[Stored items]
%%
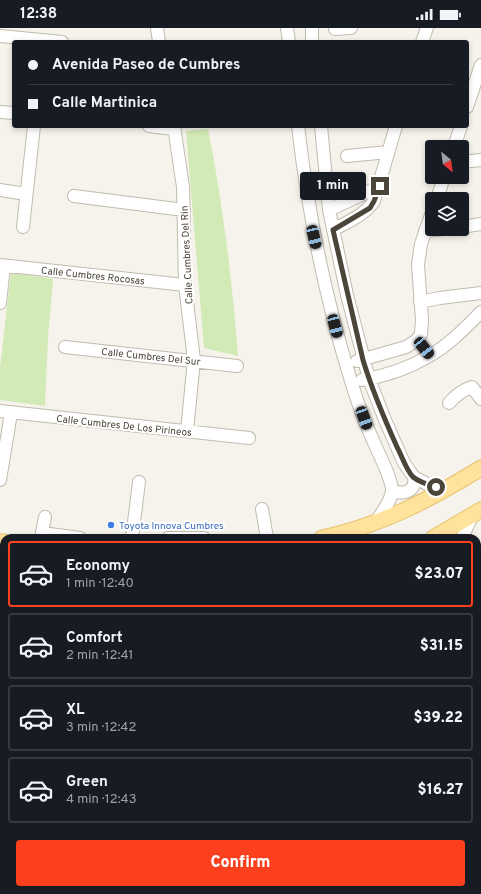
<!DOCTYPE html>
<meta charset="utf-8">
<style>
:root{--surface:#171b24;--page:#20242c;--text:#f1f3f6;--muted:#9ea1a6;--line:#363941;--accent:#fc3f1d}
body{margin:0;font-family:Overpass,sans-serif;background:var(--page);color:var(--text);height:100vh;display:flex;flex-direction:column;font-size:15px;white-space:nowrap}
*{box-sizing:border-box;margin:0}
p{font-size:13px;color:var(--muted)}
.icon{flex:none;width:22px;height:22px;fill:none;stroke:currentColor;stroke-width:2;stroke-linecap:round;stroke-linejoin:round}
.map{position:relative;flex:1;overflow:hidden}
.side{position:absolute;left:0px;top:506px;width:481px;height:360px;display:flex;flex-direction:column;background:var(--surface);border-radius:12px 12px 0 0;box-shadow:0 2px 6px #0003}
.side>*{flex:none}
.banner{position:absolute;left:12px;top:12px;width:457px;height:88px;border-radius:4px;box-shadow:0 2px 6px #0003;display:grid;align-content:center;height:88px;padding:0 16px;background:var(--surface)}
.needle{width:26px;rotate:151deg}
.fabs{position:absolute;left:425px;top:112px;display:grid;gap:8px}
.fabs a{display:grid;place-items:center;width:44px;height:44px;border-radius:4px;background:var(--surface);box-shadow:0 2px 6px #0003;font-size:20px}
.end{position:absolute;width:18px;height:18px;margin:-9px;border:5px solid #4b4439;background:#fff;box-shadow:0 0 0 2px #fff}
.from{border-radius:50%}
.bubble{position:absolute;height:28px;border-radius:4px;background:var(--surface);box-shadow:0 2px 6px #0003;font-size:13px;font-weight:800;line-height:28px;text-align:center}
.car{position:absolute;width:12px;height:24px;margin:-12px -6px;border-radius:5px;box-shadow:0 0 3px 1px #0007;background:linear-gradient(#222 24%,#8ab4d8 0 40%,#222 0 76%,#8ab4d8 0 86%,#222 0)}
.banner b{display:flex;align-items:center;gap:14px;height:38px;font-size:15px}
.banner b+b{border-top:1px solid var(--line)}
.banner i{width:10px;height:10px;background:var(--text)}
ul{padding:7px 0 0;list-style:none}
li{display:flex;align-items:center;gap:12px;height:66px;margin:0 8px 6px;padding:0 8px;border:2px solid var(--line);border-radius:4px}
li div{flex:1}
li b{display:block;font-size:15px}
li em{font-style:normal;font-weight:800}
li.selected{border-color:var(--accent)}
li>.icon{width:36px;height:36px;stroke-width:1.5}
.action{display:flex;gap:8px;margin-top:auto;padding:8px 16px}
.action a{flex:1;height:46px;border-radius:4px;background:var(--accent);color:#fff;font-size:16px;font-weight:800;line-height:46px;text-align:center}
.status{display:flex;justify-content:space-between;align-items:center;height:28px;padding:0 20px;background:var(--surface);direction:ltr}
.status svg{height:11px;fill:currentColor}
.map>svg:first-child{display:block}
</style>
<div class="status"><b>12:38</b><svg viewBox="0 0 49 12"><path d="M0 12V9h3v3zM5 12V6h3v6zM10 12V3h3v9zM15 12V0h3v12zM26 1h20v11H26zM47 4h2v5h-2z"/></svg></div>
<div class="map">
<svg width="481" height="866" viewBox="0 0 481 866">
<rect width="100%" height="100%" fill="#f6f3ec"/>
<path fill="#d2eab5" d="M 208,101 C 223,176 232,252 238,328 L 204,320 L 186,103 Z
M 11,244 L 53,251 L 48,309 L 45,378 L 0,372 L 0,340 Z"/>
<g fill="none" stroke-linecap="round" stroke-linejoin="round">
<defs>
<path id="minor" d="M 157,0 L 159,14
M 287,0 L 289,14
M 312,0 L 312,14
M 335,1 L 351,0
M 0,8 L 62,14
M 422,14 L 427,0
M 467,79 L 481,37
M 0,84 L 14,85
M 149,98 L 174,101
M 174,98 L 183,159 L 185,257 L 194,332 L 187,403
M 298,98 C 308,185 325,269 351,353 C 357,373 364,393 373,412 C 379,427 389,444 392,460 C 393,471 381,486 375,495
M 321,98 L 329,182 L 347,267 L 369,351 L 385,392 L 404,435 L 411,445 L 414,449 L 427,456 L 445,462
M 454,119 L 461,98
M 347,128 L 388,124
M 462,134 L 481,132
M 0,162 L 26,166
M 74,168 L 184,182
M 437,171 L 444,149
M 329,182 L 380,158
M 23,199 L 34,98
M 462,199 L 481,196
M 333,202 C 347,194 365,187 374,173 L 396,98
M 425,203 L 444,201
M 0,237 L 185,257
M 420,274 L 440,270 L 481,265
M 0,275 L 4,238
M 65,319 L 237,338
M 357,333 L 406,319 L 417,312 L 421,306 L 422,292 L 418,237 L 421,216 L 432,184
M 362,352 C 385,348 409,340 429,328 C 449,317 465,300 481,284
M 449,375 C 456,367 462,362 472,359 L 481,371
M 0,383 L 249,410
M 0,452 L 11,385
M 392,462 C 403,468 417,463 414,449
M 262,481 L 267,510
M 42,505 L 80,510
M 41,510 L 45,489
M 132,510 L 139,454
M 168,510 L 204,510
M 462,510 L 472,488
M 477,562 L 481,570
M 477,602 L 481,611
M 477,762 L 481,779
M 374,862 L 375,866
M 464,862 L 478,866
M 252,866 L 252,862
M 264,866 L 265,862"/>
<path id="major" d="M 322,510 C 380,498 431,471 481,440
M 433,510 L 481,482
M 0,514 L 4,514
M 0,524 L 4,525
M 0,540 L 4,541
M 0,554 L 4,554"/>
</defs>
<use href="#minor" stroke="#c2bbae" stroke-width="14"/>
<use href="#major" stroke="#e6c16a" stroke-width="17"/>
<use href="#minor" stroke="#fff" stroke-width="12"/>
<use href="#major" stroke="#ffe39c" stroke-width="15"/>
</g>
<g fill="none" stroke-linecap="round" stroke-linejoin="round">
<path stroke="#4b4439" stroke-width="5" d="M 380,158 L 374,173 L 370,180 L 333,202 L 363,332 C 372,362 384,390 397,419 C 402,428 406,442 413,449 C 419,454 429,457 436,459"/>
</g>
<circle fill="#3f7fe0" stroke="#fff" stroke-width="1.5" cx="111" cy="497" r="4"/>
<g text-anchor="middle" stroke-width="4" stroke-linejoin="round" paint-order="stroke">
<g font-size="10" fill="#4b4439" stroke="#fff">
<text transform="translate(186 227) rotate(-93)" y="4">Calle Cumbres Del Rin</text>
<text transform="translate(93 247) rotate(6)" y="4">Calle Cumbres Rocosas</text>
<text transform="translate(151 328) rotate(6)" y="4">Calle Cumbres Del Sur</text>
<text transform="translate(124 397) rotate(6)" y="4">Calle Cumbres De Los Pirineos</text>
</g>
<g font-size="10" fill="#366cbe" stroke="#fff" text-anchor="start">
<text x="119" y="501">Toyota Innova Cumbres</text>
</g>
</g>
</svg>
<div class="fabs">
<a><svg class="needle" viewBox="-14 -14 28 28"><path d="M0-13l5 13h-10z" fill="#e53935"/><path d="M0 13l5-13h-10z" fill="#9ea1a6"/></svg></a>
<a><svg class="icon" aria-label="layers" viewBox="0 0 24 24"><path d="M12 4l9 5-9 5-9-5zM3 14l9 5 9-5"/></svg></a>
</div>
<i class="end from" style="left:436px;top:459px"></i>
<i class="end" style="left:380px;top:158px"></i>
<div class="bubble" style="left:300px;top:144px;width:66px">1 min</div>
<i class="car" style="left:314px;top:209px;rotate:167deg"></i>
<i class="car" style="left:335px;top:298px;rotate:165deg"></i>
<i class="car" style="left:424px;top:320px;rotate:142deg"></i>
<i class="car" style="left:364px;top:390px;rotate:160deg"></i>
<div class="banner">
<b><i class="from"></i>Avenida Paseo de Cumbres</b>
<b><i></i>Calle Martinica</b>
</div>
<section class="side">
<ul>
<li class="selected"><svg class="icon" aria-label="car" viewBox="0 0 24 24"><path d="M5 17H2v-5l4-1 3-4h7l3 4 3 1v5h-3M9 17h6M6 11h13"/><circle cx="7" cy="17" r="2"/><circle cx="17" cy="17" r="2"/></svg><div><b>Economy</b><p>1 min · 12:40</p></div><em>$23.07</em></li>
<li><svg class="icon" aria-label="car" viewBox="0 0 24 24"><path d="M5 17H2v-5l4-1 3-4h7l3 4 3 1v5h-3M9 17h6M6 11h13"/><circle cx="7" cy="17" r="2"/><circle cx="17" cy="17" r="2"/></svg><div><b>Comfort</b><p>2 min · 12:41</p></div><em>$31.15</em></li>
<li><svg class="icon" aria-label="car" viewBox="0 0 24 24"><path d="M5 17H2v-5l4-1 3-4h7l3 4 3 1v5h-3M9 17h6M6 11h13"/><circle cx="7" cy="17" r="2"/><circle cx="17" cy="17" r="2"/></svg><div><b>XL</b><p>3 min · 12:42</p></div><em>$39.22</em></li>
<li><svg class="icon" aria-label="car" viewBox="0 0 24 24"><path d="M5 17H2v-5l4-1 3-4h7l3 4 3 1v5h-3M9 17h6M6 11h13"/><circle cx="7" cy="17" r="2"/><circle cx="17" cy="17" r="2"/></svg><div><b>Green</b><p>4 min · 12:43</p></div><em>$16.27</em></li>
</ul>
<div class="action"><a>Confirm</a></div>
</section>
</div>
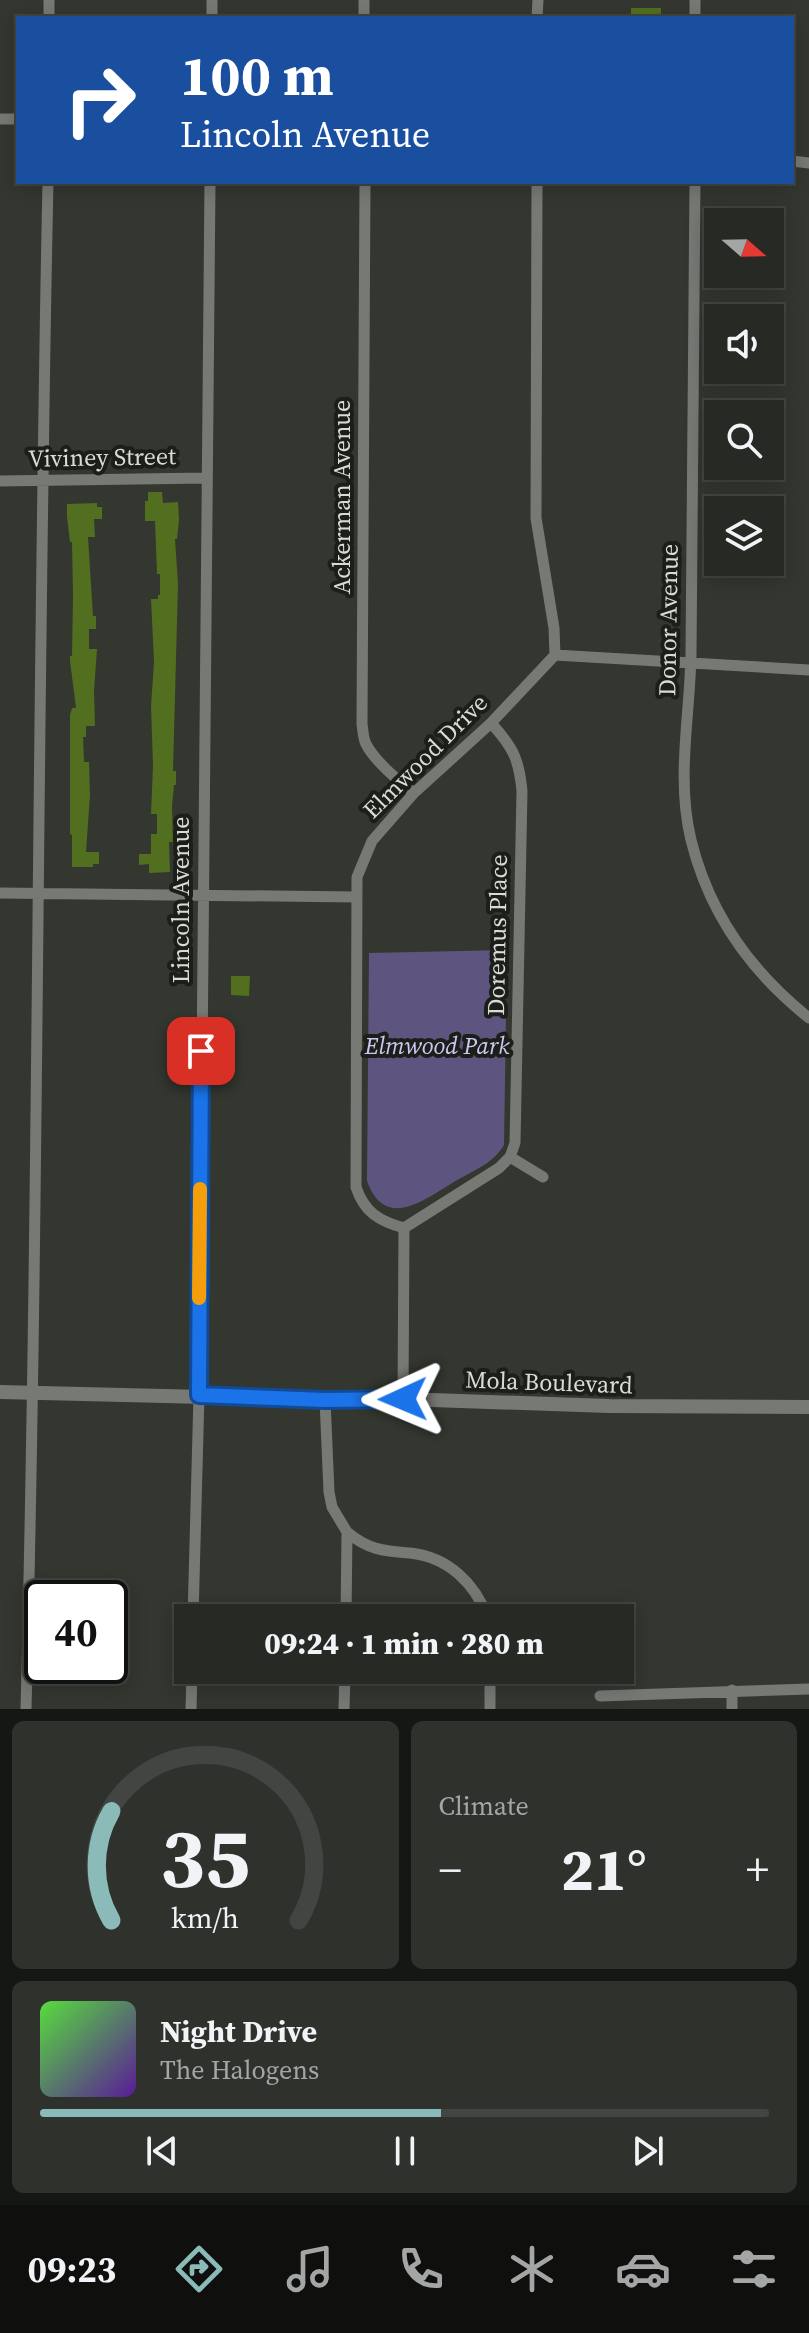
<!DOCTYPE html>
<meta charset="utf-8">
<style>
:root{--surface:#262924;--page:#2e312c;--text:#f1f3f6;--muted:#a4a6a6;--line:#424541;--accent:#8bbbb9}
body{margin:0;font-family:"Source Serif 4",serif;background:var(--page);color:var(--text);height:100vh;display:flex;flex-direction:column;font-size:30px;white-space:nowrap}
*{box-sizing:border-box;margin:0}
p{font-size:26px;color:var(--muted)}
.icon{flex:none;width:44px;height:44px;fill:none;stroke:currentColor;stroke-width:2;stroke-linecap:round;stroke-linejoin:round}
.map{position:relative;height:1709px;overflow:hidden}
.panel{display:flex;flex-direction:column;gap:12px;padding:12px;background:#151714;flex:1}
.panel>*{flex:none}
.top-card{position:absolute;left:16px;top:16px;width:778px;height:168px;border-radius:0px;box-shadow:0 4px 20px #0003,0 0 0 2px var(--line);background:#1a4fa0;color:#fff;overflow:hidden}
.needle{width:52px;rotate:110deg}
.controls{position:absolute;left:704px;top:208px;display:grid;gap:16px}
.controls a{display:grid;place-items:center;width:80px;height:80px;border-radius:0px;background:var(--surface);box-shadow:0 4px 20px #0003,0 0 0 2px var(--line);font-size:40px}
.speed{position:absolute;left:24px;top:1580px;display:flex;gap:16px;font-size:40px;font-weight:700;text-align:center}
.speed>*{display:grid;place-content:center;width:104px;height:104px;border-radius:50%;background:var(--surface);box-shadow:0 4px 20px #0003,0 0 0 2px var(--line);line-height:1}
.speed .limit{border:4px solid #111;border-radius:12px;background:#fff;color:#111}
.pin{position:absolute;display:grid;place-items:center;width:68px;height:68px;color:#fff;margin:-34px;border-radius:16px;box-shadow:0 4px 12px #0006}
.me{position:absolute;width:88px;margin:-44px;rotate:269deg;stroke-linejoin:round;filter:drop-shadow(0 0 6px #0008)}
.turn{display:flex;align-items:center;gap:28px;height:168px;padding:0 32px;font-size:36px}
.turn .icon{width:104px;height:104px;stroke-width:2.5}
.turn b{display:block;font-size:56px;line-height:68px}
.big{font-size:60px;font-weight:800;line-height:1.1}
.panel .widget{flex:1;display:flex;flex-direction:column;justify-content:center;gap:12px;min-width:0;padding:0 28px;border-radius:12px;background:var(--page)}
.panel .dial{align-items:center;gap:0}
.dial svg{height:208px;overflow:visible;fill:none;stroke:var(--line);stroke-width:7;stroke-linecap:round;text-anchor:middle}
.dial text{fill:var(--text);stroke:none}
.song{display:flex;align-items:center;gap:24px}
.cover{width:96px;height:96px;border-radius:12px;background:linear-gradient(135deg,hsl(110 70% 55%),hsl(270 70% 35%))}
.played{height:8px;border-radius:4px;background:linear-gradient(90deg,var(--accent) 55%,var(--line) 55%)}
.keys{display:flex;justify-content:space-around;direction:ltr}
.heat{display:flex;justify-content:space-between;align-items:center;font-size:44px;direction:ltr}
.panel .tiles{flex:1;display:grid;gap:12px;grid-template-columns:1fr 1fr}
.widget:last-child{grid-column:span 2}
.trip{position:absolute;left:174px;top:1604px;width:460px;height:80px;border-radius:0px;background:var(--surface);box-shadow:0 4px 20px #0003,0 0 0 2px var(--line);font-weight:800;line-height:80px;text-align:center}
.dock{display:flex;height:128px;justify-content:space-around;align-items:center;background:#0f100e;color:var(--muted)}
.dock .icon{width:56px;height:56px}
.dock .active{color:var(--accent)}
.dock b{font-size:36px;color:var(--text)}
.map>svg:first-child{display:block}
</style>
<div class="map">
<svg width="809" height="1709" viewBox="0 0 809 1709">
<rect width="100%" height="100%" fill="#333730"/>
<path fill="#5d557f" d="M 507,950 L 504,1145 C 493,1164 472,1171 454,1182 C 424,1200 385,1231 367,1181 L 369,953 Z"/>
<path fill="#516f1f" d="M 631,8 L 661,8 L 661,18 L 631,18 Z
M 148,492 L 162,492 L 163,503 L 178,502 L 179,520 L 177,539 L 175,539 L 178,584 L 173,771 L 176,771 L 176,785 L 174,785 L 172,806 L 173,842 L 169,842 L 170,872 L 149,873 L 149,864 L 139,865 L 139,854 L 151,854 L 151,834 L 157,834 L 157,814 L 151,814 L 153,765 L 151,706 L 154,662 L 151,599 L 158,599 L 158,595 L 160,595 L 160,574 L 157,574 L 155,521 L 145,521 L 145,501 L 148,501 Z
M 97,503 L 97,507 L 102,507 L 102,519 L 94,519 L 95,537 L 88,537 L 93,616 L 96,616 L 96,629 L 89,629 L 89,649 L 97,649 L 94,691 L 95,726 L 86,726 L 86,737 L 83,737 L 84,762 L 89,762 L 90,795 L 86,852 L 99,852 L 99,864 L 93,864 L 93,867 L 72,867 L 72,835 L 70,834 L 70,715 L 72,708 L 76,708 L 70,661 L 70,656 L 72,656 L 73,596 L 72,542 L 70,542 L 67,517 L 67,504 Z
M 231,976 L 250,976 L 249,996 L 231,995 Z"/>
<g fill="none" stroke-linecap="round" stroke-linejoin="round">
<path stroke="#777975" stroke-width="11" d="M 364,0 L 364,18
M 49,18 L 49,0
M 212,18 L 212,0
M 537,18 L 538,0
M 695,18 L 695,0
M 0,119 L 18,119
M 792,161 L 809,163
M 365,182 L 362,724 C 363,730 363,738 366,744 C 374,760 399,782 414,793
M 695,182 C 694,339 692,496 691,654 C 690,716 676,778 691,840 C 709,913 751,972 809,1018
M 0,481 L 205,478
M 555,655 L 809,670
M 0,893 L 356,897
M 510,1157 L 543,1177
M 404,1228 L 499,1168 L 510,1157 L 515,1143 L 522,791 C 519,759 513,747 491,723
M 403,1399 L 404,1228 C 379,1221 364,1212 356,1187 L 357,877 L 372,841 L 414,793 L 491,723 L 555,655 L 554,628 L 536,518 L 537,182
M 325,1400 L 329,1492 L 332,1507 L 347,1532 L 346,1618
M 347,1532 C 368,1550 384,1551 410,1553 C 448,1557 475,1583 488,1618
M 193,1618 L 199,1395 L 210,182
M 600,1696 L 809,1689
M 26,1709 C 39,1200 37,691 48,182
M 191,1709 L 192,1670
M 344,1709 L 345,1670
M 490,1709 L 490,1670
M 732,1709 L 732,1690"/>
<path stroke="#777975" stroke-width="14" d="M 0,1392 L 325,1400 L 403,1399 L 609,1406 L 809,1407"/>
</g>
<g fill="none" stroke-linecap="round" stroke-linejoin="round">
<defs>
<path id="route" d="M 201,1051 L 199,1395 L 325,1400 L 403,1399"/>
</defs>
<use href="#route" stroke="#114b97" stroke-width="20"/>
<use href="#route" stroke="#1a73e8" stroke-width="14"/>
<path stroke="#f59e0b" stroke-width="14" d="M 199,1298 L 200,1189"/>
</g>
<g text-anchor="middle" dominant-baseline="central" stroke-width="8" stroke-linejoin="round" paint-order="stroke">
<g font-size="24" fill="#d9dbd7" stroke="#1c1e1a">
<text transform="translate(102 457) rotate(-1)">Viviney Street</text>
<text transform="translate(341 497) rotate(-90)">Ackerman Avenue</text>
<text transform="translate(668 620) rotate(-89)">Donor Avenue</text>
<text transform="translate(425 756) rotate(-45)">Elmwood Drive</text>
<text transform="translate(180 900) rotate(-90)">Lincoln Avenue</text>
<text transform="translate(497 935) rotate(-89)">Doremus Place</text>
<text transform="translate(549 1382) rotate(2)">Mola Boulevard</text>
</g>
<g font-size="24" font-style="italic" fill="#cdc7f0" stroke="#1c1e1a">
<text x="437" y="1045">Elmwood Park</text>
</g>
</g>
</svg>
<div class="controls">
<a><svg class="needle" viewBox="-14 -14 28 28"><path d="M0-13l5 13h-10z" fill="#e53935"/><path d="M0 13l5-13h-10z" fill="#a4a6a6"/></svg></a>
<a><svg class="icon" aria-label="sound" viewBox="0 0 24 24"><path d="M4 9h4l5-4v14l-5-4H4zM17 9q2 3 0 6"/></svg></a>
<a><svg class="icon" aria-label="search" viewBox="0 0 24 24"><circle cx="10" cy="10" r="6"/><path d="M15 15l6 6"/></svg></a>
<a><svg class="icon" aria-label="layers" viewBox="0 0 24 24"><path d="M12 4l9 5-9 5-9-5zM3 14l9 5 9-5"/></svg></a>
</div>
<div class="speed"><div class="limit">40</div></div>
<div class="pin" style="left:201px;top:1051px;background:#d93025"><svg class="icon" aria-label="arrive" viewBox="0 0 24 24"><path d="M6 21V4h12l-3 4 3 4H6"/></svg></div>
<svg class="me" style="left:403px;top:1399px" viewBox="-20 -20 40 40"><path d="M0-17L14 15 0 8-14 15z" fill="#1a73e8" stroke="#fff" stroke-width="4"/></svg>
<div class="trip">09:24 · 1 min · 280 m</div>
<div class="top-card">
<div class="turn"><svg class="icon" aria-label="right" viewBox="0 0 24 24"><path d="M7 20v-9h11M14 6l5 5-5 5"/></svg><div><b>100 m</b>Lincoln Avenue</div></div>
</div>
</div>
<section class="panel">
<div class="tiles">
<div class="widget dial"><svg viewBox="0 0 100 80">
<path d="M14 69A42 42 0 1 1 86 69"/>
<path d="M14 69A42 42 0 0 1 14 27" stroke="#8bbbb9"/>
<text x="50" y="56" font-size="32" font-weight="700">35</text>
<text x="50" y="72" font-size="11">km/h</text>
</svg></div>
<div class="widget"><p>Climate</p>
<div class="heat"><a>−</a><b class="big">21°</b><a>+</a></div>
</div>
<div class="widget">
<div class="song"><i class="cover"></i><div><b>Night Drive</b><p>The Halogens</p></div></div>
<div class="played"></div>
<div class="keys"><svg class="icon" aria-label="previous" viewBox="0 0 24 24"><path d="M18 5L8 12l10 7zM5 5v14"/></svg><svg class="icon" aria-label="pause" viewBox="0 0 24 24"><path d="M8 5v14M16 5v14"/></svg><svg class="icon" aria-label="next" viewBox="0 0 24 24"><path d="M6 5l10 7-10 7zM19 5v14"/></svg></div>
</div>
</div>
</section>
<nav class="dock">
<b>09:23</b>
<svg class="icon active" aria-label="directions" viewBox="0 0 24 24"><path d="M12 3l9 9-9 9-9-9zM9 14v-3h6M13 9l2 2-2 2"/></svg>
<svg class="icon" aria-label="music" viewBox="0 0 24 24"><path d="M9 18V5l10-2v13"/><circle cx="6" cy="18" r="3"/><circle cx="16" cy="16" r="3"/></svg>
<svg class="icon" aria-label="phone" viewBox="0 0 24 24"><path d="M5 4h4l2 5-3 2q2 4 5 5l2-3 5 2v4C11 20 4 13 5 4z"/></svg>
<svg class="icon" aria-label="climate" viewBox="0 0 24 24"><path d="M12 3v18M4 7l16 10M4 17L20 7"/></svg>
<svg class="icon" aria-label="car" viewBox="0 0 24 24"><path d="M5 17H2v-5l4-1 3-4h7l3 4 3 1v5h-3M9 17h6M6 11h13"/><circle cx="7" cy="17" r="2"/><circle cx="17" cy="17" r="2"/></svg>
<svg class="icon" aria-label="filters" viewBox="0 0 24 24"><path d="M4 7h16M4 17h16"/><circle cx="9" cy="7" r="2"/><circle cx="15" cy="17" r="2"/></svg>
</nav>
%%
— DIRECTIONS FOR THIS TASK —
Exactly as they appear, please return only the lines from the first line of the records through the line containing "-6px;border-radius:5px;box-shadow:0 0 3px", both included, leaving out all pictures.

— TASK ANSWER —
<!DOCTYPE html>
<meta charset="utf-8">
<style>
:root{--surface:#171b24;--page:#20242c;--text:#f1f3f6;--muted:#9ea1a6;--line:#363941;--accent:#fc3f1d}
body{margin:0;font-family:Overpass,sans-serif;background:var(--page);color:var(--text);height:100vh;display:flex;flex-direction:column;font-size:15px;white-space:nowrap}
*{box-sizing:border-box;margin:0}
p{font-size:13px;color:var(--muted)}
.icon{flex:none;width:22px;height:22px;fill:none;stroke:currentColor;stroke-width:2;stroke-linecap:round;stroke-linejoin:round}
.map{position:relative;flex:1;overflow:hidden}
.side{position:absolute;left:0px;top:506px;width:481px;height:360px;display:flex;flex-direction:column;background:var(--surface);border-radius:12px 12px 0 0;box-shadow:0 2px 6px #0003}
.side>*{flex:none}
.banner{position:absolute;left:12px;top:12px;width:457px;height:88px;border-radius:4px;box-shadow:0 2px 6px #0003;display:grid;align-content:center;height:88px;padding:0 16px;background:var(--surface)}
.needle{width:26px;rotate:151deg}
.fabs{position:absolute;left:425px;top:112px;display:grid;gap:8px}
.fabs a{display:grid;place-items:center;width:44px;height:44px;border-radius:4px;background:var(--surface);box-shadow:0 2px 6px #0003;font-size:20px}
.end{position:absolute;width:18px;height:18px;margin:-9px;border:5px solid #4b4439;background:#fff;box-shadow:0 0 0 2px #fff}
.from{border-radius:50%}
.bubble{position:absolute;height:28px;border-radius:4px;background:var(--surface);box-shadow:0 2px 6px #0003;font-size:13px;font-weight:800;line-height:28px;text-align:center}
.car{position:absolute;width:12px;height:24px;margin:-12px -6px;border-radius:5px;box-shadow:0 0 3px 1px #0007;background:linear-gradient(#222 24%,#8ab4d8 0 40%,#222 0 76%,#8ab4d8 0 86%,#222 0)}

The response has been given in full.